The Big Gamble
Neither of those efforts has gone anywhere, but the vitriol reflects how the casino issue has set the entire tribe on edge. Once the Mashpee appeared destined for a gambling windfall — complete with the possibility of dividends paid to members — people began crawling out of the woodwork, suddenly discovering some long-lost connection to the tribe. Just down the road, after all, Mashantucket Pequot tribe members received more than $100,000 annually during the good years at Foxwoods. “When we got our preliminary decision for federal recognition, oh my God, every day, it was hundreds of phone calls,” says Patricia Oakley, a former tribe genealogist.
Genealogy is a contentious issue for the Mashpees. For many of his critics, Cromwell’s problems started long before he came to power — at birth, actually. The Mashpee chairman grew up in Dorchester, not Mashpee, which to his detractors makes him a Johnny-come-lately who showed up only when it started looking like there was casino money on the horizon. “It’s tough to know how we live around here,” Hendricks says. “Especially if you’re not from here.”
Cromwell might have grown up in the city, but to be fair, he spent his weekends in Mashpee alongside his mom, who served as the tribal secretary for more than 30 years. He was enough a part of the tribe that old newsletters made mention of his accomplishments, and even Pocknett has acknowledged teaching Cromwell an Indian heritage course when he was a kid.
So that criticism may be a reach. But the dissidents’ complaints go far beyond issues of identity. The tribe is currently being funded largely by its casino development partner, a gaming giant from Malaysia called Genting, which also backed Foxwoods. As a policy, the Mashpee refuse to comment on their internal finances, but according to documents obtained for this story, of the roughly $5 million in revenue the tribe took in during the first seven months of 2011, more than half of it, $2.87 million, came as loans from the investors. Most of the rest was from grants.
The documents also show that the Mashpee debt ceiling is set at $17 million. According to council member Hendricks, the tribe is approaching the ceiling and is borrowing at a steep 15 percent rate, with another 1.25 percent tacked on for fees. And all of the money it owes to Genting will have to be paid back, Cromwell acknowledges, regardless of whether the tribe is able to open a casino. “We’re all responsible for the loan,” Hendricks says. “All tribal members, my kids are responsible for the loan.” In other words, in addition to becoming a race against time, the push for a casino has become a very, very big bet.
Much of that Genting money is being spent on the lawyers, lobbyists, architects, and other professionals needed to make a casino happen. But Pocknett, Hendricks, and Mills are upset about some of the other expenditures. An alleged $2,500 business lunch with the Malaysians became the talk of the tribe, and is held up as a symbol of Cromwell’s supposed limos-and-caviar attitude.

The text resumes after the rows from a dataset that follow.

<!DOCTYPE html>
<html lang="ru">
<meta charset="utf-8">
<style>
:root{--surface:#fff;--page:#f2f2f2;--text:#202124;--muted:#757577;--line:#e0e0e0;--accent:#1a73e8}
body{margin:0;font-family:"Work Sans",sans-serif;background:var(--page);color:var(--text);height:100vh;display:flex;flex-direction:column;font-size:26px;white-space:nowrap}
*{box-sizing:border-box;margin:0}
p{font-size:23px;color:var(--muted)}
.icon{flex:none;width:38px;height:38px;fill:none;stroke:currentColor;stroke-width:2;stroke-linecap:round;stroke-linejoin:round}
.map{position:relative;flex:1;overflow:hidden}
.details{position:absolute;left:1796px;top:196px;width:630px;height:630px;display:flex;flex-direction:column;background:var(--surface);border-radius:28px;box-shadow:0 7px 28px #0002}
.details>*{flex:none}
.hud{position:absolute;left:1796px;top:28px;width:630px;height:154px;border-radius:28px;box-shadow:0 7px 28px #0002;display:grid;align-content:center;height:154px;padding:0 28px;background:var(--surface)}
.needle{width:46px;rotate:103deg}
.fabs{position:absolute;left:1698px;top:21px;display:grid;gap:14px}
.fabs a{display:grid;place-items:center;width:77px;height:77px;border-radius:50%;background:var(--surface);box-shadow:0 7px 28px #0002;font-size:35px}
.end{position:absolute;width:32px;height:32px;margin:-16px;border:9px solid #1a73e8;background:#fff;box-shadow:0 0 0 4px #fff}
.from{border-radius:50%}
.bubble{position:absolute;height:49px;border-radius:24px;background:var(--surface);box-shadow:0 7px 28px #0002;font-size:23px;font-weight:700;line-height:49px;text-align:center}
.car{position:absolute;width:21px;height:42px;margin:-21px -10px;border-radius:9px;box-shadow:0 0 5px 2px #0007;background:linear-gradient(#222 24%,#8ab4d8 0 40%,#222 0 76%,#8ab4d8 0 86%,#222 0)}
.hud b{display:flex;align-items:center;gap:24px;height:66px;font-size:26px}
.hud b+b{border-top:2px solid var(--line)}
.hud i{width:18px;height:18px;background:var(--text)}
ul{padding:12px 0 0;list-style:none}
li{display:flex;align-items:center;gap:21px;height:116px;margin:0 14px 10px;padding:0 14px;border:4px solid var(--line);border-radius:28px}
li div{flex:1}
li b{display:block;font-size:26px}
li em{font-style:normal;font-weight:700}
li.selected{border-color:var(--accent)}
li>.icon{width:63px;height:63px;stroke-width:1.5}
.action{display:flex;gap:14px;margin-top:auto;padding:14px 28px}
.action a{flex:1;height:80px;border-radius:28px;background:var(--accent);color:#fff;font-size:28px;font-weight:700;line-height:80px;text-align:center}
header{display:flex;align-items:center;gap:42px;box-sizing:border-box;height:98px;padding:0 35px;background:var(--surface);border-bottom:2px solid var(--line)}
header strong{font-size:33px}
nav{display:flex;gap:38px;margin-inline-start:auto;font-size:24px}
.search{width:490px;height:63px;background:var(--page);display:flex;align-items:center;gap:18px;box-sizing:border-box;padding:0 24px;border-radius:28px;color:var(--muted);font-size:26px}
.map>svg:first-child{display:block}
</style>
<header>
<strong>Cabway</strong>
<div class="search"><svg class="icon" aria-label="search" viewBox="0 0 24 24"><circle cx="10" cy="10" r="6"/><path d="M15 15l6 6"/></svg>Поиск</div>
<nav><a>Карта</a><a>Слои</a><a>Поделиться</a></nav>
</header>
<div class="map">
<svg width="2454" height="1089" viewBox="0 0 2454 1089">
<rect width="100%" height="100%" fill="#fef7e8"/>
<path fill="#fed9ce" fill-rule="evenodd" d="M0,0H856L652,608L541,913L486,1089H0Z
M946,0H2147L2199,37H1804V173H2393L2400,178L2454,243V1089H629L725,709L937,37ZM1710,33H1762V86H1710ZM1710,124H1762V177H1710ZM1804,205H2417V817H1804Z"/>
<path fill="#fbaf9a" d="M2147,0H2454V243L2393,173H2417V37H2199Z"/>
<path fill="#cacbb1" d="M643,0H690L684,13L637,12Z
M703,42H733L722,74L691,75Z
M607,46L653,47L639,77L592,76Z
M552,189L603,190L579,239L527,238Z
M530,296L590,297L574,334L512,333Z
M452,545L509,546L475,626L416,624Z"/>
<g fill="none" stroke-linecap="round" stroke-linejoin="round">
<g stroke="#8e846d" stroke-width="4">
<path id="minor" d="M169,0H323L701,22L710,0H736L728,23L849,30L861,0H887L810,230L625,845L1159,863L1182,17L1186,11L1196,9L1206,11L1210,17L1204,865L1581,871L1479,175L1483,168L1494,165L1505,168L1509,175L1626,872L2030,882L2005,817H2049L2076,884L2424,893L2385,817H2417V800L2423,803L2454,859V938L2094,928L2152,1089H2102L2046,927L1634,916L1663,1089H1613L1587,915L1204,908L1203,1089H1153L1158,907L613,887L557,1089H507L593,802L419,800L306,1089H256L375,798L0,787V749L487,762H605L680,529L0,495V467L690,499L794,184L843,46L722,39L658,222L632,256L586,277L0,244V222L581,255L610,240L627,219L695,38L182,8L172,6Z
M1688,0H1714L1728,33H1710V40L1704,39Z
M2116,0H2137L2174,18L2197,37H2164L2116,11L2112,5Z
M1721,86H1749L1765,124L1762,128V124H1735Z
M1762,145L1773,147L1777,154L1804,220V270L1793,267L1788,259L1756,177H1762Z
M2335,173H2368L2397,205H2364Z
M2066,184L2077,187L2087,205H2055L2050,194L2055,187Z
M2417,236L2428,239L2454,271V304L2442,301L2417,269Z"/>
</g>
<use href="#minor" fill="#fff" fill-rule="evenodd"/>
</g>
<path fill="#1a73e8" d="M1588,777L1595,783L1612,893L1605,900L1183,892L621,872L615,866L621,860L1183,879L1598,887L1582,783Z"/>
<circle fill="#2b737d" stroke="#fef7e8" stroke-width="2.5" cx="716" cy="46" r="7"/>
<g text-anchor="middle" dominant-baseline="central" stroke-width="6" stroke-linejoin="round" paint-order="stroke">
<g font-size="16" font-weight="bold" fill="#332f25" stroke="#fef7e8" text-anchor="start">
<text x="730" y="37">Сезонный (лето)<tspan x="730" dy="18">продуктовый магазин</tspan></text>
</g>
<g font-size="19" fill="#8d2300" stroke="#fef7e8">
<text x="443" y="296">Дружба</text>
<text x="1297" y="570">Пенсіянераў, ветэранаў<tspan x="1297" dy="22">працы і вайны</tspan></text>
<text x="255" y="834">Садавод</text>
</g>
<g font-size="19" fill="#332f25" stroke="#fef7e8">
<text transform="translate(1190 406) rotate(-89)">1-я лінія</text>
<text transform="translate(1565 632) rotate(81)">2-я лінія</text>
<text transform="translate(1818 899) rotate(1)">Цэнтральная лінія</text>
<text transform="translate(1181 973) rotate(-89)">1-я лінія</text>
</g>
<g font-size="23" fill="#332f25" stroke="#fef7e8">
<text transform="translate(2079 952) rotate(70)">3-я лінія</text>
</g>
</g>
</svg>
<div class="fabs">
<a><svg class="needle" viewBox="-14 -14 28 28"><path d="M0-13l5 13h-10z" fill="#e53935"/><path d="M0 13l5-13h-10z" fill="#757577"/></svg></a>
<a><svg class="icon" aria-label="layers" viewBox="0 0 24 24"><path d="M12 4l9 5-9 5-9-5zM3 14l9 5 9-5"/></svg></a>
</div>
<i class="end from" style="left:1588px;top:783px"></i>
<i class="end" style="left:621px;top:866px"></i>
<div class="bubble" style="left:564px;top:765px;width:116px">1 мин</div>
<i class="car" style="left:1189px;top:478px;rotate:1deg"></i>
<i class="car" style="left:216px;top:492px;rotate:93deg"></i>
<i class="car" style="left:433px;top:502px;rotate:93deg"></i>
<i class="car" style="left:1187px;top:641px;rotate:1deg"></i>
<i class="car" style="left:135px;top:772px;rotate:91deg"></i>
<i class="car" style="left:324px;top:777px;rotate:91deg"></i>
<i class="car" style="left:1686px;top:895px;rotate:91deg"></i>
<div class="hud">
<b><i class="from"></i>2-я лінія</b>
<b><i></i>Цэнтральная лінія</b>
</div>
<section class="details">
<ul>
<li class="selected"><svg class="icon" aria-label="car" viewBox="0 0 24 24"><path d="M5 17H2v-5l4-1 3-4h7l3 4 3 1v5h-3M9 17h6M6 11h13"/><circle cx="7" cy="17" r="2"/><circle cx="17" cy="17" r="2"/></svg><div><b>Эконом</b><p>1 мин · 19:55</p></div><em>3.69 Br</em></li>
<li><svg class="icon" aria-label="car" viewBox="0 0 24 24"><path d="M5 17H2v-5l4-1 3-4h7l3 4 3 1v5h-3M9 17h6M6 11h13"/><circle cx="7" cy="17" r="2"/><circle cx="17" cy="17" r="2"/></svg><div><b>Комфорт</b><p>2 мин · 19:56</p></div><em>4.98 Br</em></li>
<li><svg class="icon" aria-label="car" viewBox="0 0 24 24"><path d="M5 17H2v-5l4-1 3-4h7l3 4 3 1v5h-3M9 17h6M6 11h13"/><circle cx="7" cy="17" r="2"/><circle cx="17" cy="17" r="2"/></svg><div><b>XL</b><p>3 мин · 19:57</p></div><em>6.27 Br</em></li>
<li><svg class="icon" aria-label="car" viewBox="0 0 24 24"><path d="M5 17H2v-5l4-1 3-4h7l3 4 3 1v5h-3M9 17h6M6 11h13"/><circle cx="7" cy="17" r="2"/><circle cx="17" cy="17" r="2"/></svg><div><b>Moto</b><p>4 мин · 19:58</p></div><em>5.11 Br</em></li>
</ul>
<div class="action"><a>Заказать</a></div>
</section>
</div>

“You’re going to have people that are negative about this administration,” says Cromwell, who refuses to comment on any expenditures. “I think with our tribe, we’re in an amazing place where we’re growing. Not everyone in our tribe has been exposed to numbers like these. As the head of state, I meet with people on a regular basis. I have business lunches, I invite people out. We’re not playing, we’re talking about building relationships on business and it costs money.”
The critics also point to a $30,000 raise they say tribal vice chairman Aaron Tobey — Cromwell’s right-hand man — was given by the tribal council. Seven of the 11 council members are paid salaries; Cromwell critics like Hendricks are notably among the unpaid. Asked about that disparity, Cromwell smiles tightly and explains that some tribal members are assigned extra jobs and responsibilities that come with money. He concedes that he assigns those jobs.